Work instructions - Please state the number of lines in the listing that contain the word "serif", and nothing else.
--- Record excerpts ---
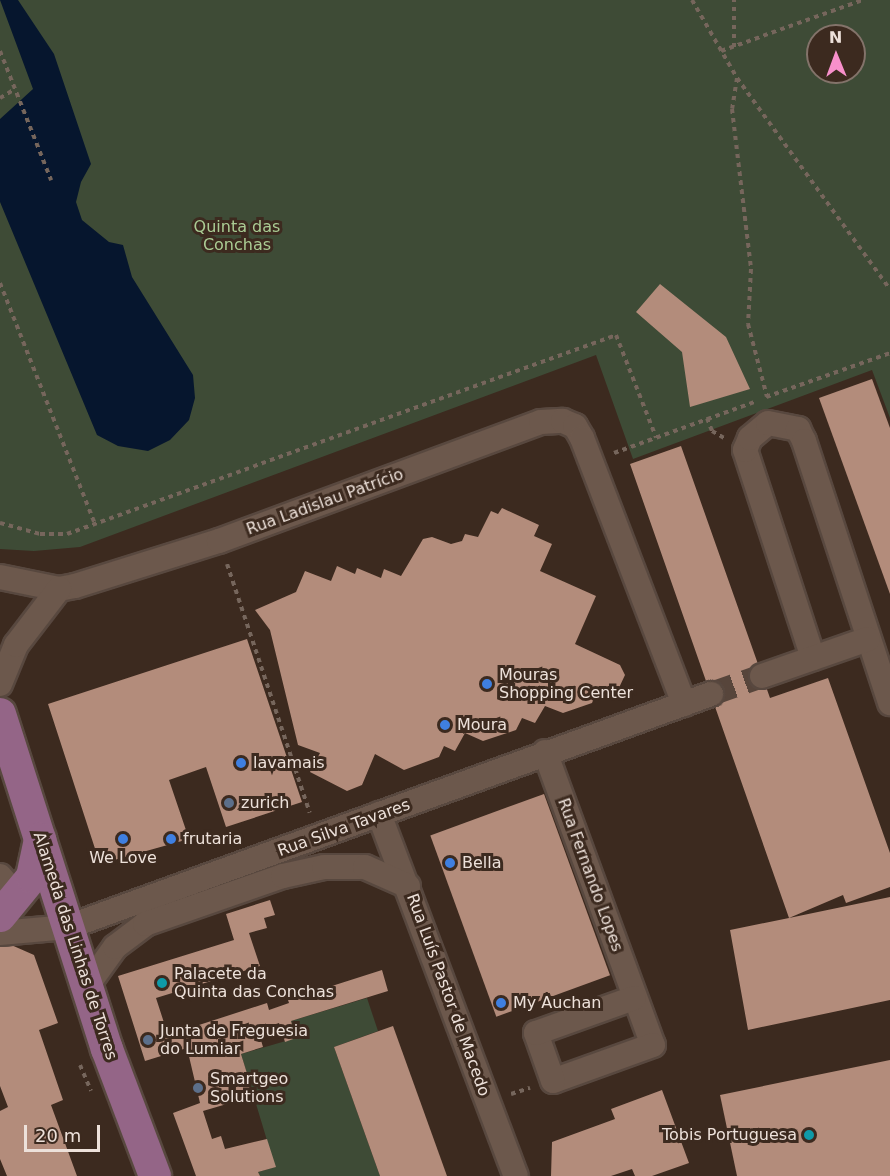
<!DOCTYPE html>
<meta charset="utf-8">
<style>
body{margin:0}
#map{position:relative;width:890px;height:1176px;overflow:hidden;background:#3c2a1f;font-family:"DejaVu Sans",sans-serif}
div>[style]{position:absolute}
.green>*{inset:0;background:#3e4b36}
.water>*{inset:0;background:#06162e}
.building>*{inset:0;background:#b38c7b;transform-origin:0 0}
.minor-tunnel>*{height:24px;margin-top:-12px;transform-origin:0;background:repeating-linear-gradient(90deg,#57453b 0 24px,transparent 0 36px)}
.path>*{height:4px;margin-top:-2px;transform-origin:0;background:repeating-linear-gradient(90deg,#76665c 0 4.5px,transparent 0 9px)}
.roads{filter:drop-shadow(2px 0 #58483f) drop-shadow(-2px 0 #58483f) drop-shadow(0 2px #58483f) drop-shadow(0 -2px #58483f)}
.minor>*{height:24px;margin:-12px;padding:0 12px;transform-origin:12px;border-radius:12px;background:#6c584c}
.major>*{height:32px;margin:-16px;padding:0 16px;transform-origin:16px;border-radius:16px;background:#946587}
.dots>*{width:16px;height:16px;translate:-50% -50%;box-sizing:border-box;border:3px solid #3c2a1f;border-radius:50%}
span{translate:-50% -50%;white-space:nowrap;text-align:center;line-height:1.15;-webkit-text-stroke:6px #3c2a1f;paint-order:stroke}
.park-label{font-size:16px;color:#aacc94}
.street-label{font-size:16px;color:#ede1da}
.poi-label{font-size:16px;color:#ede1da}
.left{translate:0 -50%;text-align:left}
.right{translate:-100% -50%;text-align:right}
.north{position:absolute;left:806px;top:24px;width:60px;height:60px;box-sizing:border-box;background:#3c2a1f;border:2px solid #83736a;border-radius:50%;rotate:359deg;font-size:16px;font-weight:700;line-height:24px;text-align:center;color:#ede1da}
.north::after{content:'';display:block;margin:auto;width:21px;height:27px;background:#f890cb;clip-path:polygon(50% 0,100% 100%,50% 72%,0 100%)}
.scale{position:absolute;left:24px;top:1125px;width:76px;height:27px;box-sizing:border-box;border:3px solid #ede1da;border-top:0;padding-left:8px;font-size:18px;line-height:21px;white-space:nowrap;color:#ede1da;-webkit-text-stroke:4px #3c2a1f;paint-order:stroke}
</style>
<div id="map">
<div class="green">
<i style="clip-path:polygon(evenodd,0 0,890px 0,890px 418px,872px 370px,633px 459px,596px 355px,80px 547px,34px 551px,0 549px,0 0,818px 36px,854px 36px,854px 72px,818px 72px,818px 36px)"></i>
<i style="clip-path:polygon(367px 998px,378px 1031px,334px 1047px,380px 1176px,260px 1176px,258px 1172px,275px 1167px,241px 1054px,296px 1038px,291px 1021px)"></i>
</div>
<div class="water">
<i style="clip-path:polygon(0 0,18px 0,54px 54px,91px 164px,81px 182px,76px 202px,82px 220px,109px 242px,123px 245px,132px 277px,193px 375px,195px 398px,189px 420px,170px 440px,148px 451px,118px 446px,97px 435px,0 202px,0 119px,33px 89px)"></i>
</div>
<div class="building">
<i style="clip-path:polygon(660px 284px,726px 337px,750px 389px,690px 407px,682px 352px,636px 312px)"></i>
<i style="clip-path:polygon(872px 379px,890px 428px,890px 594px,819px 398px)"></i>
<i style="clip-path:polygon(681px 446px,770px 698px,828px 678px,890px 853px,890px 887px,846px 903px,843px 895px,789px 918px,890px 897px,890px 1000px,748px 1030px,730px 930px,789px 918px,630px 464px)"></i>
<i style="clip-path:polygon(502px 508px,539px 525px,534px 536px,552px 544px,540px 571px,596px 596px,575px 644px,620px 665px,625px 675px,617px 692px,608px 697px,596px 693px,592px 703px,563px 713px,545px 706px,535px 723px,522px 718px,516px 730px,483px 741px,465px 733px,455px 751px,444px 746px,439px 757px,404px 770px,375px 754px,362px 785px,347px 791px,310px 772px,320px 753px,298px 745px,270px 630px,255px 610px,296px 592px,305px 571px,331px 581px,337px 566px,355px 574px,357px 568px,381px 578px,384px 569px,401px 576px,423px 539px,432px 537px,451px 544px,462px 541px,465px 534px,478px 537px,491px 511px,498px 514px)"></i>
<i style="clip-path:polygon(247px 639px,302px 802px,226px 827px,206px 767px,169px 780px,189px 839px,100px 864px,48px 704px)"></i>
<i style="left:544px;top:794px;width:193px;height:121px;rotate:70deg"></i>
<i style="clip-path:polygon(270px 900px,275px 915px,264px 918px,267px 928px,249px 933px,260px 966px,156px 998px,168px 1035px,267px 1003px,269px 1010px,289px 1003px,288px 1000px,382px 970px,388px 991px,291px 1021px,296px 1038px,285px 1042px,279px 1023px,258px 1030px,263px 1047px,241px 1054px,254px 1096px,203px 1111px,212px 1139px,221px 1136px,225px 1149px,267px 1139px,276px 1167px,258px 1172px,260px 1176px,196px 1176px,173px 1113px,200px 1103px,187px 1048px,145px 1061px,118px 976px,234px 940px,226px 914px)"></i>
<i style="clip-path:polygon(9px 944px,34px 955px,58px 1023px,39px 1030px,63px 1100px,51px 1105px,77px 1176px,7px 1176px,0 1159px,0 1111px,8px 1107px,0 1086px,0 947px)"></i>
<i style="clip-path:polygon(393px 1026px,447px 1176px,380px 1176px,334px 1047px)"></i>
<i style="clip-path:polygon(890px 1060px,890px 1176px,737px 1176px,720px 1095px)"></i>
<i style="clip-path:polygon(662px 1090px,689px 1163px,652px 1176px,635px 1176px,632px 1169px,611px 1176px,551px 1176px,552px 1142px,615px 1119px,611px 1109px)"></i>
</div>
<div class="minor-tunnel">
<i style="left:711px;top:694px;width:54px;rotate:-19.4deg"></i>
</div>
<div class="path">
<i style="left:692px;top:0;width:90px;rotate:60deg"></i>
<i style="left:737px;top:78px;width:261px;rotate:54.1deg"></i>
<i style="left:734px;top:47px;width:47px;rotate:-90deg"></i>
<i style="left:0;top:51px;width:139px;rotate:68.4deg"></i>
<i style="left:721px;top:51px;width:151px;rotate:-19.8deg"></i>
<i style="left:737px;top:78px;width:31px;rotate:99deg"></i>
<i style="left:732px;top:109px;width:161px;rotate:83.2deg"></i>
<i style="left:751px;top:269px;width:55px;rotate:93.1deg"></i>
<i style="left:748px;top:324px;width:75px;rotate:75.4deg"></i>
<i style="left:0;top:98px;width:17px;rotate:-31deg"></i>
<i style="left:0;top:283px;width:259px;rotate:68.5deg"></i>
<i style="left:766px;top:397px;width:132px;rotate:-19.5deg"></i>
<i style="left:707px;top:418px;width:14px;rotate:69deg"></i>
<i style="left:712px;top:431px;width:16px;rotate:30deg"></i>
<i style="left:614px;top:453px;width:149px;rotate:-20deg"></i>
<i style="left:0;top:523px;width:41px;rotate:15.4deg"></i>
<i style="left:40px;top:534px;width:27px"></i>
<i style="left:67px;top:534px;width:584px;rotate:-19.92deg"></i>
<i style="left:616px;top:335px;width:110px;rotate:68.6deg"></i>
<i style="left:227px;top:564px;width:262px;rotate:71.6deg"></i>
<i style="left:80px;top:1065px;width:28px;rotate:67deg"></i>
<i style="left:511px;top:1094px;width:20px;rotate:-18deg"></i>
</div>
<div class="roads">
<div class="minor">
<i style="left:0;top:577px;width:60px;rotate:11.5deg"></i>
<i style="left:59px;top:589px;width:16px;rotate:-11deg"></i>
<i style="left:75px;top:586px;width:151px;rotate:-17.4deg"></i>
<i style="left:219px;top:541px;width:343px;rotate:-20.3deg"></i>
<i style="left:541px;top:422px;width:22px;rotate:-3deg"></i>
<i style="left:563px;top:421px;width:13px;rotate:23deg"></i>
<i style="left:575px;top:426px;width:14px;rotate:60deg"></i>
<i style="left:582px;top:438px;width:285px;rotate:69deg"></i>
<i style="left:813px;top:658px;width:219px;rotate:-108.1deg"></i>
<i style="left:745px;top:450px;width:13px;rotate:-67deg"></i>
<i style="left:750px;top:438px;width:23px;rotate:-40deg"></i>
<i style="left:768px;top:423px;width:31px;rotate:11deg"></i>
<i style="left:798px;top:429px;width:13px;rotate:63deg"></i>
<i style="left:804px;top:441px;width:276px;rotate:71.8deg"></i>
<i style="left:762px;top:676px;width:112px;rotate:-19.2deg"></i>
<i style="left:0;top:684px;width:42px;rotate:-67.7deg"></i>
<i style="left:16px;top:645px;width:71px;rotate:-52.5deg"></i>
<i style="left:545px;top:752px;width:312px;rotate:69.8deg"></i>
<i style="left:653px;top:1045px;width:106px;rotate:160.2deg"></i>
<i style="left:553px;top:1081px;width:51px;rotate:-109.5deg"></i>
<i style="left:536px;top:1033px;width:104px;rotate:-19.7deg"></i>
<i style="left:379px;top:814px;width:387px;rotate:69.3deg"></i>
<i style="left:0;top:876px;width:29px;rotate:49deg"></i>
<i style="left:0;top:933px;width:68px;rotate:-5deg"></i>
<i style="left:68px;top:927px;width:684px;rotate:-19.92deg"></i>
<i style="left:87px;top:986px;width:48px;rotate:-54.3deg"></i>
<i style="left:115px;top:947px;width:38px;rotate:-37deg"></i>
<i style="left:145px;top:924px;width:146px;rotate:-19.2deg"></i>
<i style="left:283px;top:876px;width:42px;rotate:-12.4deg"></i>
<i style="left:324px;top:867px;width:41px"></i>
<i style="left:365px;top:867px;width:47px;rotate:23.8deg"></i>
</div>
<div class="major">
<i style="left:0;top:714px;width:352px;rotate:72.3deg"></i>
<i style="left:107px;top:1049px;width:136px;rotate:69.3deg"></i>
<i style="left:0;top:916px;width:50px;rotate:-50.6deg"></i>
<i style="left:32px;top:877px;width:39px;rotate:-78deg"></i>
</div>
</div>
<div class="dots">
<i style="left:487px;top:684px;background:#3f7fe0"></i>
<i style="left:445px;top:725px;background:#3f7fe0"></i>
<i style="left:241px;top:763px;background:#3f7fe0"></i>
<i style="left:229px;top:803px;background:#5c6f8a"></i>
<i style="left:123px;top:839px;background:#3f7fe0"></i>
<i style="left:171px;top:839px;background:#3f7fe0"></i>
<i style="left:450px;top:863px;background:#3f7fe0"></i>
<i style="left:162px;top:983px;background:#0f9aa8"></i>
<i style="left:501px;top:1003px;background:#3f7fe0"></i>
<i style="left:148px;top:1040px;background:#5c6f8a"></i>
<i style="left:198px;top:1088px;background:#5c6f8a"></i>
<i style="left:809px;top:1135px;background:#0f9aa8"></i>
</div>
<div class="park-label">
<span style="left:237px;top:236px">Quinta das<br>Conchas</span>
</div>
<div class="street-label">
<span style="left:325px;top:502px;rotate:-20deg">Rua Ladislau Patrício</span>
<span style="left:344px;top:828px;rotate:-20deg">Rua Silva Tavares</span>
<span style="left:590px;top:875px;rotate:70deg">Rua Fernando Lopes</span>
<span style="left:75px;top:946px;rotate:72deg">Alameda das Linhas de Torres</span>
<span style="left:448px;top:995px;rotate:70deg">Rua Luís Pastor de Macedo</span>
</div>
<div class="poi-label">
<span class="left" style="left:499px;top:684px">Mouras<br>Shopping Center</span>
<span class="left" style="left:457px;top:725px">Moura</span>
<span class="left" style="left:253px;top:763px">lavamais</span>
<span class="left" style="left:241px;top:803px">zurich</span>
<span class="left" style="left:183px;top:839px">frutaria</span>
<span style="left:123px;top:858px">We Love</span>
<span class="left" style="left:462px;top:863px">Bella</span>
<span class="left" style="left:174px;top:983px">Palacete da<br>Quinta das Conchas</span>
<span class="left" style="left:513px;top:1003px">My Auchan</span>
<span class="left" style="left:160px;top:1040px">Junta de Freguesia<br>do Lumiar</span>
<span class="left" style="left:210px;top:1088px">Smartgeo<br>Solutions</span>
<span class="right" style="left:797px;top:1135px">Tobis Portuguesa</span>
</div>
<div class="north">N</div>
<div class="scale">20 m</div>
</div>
---
--- Record excerpts ---
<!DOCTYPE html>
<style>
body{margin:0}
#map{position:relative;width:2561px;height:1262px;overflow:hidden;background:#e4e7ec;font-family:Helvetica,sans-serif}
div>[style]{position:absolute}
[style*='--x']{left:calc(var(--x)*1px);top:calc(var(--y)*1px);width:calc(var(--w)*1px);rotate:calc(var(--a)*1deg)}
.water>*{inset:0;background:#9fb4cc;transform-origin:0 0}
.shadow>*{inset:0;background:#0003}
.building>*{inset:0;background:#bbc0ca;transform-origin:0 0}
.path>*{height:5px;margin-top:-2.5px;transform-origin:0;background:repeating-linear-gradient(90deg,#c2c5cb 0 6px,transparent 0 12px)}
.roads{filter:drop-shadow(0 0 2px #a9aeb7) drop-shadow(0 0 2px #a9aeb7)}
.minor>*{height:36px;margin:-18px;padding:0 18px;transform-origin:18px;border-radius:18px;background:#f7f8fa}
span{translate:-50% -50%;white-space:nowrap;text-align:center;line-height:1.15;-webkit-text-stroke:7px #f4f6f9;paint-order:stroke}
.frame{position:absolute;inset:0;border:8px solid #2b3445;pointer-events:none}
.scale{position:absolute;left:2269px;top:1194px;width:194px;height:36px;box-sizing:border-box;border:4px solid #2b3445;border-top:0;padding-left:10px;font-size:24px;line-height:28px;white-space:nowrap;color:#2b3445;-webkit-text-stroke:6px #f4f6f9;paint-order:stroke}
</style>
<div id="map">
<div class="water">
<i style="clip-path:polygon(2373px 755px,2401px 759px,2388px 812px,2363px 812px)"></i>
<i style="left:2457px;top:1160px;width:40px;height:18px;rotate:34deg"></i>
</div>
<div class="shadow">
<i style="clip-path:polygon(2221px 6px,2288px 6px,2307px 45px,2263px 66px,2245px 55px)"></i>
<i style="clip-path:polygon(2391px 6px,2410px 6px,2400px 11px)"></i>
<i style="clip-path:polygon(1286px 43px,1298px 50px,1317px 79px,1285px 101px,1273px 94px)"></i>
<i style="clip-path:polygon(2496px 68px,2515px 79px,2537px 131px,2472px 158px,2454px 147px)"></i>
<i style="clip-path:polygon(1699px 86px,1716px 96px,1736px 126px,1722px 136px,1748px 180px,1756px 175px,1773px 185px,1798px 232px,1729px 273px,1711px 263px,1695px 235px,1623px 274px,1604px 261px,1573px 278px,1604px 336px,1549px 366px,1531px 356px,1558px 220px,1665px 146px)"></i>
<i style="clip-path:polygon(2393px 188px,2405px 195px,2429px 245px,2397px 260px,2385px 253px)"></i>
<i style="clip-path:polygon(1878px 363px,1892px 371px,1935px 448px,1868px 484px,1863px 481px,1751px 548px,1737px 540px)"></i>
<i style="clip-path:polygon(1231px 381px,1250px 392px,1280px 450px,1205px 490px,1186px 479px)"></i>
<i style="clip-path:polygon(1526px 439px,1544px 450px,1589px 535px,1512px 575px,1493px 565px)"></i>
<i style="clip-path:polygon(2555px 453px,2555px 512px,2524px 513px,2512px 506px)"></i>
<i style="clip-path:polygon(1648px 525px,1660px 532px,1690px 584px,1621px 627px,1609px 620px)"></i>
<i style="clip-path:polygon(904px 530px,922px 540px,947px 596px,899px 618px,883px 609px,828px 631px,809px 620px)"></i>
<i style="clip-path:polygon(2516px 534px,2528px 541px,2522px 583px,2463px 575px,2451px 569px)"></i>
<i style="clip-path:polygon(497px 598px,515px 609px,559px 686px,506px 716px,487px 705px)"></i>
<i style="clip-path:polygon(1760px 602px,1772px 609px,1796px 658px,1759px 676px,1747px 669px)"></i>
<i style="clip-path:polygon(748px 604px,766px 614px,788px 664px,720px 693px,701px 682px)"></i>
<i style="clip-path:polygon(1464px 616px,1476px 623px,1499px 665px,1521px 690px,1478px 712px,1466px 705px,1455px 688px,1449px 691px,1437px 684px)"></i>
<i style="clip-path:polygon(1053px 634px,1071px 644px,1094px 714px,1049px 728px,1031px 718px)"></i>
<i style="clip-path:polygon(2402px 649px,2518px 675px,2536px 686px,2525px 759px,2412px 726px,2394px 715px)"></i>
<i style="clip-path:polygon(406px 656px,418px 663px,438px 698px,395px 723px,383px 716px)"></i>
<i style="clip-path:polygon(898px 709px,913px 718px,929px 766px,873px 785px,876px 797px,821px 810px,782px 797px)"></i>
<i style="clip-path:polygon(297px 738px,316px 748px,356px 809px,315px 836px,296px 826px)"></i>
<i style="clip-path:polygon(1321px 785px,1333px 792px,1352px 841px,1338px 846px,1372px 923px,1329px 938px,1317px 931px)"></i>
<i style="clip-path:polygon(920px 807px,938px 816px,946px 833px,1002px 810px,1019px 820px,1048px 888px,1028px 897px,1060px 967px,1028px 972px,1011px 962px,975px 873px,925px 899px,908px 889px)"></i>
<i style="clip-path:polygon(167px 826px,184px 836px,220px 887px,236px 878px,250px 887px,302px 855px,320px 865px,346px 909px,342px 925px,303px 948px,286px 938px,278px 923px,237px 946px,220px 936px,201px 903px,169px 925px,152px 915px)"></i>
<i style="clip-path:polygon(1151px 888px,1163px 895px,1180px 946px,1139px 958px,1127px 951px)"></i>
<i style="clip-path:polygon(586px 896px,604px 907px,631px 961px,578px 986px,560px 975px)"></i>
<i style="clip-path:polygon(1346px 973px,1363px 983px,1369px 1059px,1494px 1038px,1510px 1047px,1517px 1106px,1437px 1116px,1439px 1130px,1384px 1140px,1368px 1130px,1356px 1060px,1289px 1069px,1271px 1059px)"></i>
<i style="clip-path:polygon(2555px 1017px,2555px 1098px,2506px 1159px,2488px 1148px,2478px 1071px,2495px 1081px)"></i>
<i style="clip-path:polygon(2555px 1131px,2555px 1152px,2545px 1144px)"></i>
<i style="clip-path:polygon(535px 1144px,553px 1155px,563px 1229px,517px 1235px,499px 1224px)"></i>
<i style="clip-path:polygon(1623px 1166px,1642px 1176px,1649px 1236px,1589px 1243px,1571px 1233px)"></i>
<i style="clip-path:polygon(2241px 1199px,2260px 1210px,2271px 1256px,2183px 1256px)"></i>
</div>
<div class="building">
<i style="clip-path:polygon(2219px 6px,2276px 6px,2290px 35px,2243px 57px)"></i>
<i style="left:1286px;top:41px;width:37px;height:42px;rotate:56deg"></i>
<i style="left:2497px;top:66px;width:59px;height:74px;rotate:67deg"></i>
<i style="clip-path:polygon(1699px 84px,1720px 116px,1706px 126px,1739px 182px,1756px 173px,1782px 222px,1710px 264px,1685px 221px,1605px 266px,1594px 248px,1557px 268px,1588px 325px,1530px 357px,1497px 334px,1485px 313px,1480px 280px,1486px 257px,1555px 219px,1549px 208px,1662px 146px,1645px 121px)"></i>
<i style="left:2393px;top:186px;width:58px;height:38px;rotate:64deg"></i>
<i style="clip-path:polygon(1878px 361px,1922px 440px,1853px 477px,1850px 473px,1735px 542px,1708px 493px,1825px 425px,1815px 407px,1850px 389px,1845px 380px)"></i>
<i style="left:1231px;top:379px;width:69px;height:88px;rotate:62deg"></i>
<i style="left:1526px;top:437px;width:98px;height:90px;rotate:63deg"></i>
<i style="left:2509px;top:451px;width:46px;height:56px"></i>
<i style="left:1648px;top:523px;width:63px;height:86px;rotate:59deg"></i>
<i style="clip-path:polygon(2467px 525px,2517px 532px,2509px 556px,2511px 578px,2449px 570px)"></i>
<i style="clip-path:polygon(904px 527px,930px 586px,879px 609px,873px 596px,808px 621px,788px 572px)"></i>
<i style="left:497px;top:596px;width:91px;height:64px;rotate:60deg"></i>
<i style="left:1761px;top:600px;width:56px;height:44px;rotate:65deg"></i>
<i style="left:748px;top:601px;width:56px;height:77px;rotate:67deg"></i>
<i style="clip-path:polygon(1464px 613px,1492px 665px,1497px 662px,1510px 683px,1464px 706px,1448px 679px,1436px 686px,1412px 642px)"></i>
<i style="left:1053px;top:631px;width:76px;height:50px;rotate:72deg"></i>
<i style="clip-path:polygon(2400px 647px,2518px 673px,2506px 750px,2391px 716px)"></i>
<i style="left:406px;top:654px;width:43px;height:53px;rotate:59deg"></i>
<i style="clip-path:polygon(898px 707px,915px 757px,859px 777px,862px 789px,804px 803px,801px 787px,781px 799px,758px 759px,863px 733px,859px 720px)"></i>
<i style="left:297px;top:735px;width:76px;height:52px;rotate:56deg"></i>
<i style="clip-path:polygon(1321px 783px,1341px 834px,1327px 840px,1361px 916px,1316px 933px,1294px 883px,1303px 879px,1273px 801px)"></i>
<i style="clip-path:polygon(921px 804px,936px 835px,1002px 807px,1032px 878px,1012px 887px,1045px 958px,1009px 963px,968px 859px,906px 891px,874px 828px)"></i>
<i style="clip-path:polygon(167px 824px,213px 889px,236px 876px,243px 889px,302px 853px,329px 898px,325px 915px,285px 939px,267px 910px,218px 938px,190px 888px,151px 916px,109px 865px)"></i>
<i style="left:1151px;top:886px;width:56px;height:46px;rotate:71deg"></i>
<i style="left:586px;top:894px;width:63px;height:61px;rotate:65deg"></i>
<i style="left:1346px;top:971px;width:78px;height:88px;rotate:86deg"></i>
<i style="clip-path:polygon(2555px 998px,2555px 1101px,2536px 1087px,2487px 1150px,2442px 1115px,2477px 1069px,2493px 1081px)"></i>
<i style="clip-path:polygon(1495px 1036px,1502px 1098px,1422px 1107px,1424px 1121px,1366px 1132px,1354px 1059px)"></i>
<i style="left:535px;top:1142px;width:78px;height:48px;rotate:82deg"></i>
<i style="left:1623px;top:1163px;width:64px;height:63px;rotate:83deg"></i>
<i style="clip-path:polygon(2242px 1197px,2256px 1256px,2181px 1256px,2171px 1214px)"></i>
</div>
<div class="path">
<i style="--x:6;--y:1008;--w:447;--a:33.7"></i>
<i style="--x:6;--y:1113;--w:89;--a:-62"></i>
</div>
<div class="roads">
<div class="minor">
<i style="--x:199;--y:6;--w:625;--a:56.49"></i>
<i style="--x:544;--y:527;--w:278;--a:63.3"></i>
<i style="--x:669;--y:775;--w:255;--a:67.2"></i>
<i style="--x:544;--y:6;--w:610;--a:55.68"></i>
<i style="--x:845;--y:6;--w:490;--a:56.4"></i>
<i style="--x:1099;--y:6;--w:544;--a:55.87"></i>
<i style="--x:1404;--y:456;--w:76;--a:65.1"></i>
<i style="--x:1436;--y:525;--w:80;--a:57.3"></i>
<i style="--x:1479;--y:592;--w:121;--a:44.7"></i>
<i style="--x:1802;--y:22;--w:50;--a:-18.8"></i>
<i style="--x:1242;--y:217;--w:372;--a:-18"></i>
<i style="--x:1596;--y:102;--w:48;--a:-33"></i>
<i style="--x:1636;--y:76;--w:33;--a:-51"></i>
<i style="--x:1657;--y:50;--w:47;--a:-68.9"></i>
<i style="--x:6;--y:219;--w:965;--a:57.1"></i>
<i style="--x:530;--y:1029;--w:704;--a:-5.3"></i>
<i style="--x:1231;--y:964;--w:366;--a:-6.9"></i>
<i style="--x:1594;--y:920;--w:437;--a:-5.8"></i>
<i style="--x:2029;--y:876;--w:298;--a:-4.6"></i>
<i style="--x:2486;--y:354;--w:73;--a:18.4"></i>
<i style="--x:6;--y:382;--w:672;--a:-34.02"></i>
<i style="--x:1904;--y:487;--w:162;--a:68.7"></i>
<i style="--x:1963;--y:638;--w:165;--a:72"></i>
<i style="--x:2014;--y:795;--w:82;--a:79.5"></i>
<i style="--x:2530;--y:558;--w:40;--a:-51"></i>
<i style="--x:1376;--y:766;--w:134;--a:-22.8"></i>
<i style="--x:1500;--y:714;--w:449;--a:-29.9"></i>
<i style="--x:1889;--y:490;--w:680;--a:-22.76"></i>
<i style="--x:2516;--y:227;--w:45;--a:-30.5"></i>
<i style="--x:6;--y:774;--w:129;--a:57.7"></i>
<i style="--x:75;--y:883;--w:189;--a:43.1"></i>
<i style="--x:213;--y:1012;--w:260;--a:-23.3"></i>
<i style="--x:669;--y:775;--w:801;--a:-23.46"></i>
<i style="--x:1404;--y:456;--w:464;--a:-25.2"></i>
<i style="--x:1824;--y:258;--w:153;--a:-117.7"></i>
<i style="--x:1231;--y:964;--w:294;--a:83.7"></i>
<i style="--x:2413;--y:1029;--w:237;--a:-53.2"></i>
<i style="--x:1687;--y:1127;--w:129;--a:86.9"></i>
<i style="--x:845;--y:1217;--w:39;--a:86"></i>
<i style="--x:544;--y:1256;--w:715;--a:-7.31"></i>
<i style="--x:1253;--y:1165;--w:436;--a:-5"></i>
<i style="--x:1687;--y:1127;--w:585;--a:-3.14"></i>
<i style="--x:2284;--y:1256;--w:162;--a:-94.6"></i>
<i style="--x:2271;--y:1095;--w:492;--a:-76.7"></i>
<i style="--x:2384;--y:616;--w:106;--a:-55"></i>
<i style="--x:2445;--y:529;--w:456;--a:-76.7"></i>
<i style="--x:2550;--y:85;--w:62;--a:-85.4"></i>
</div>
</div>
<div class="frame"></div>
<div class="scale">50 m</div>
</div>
---
Solution to this problem - 2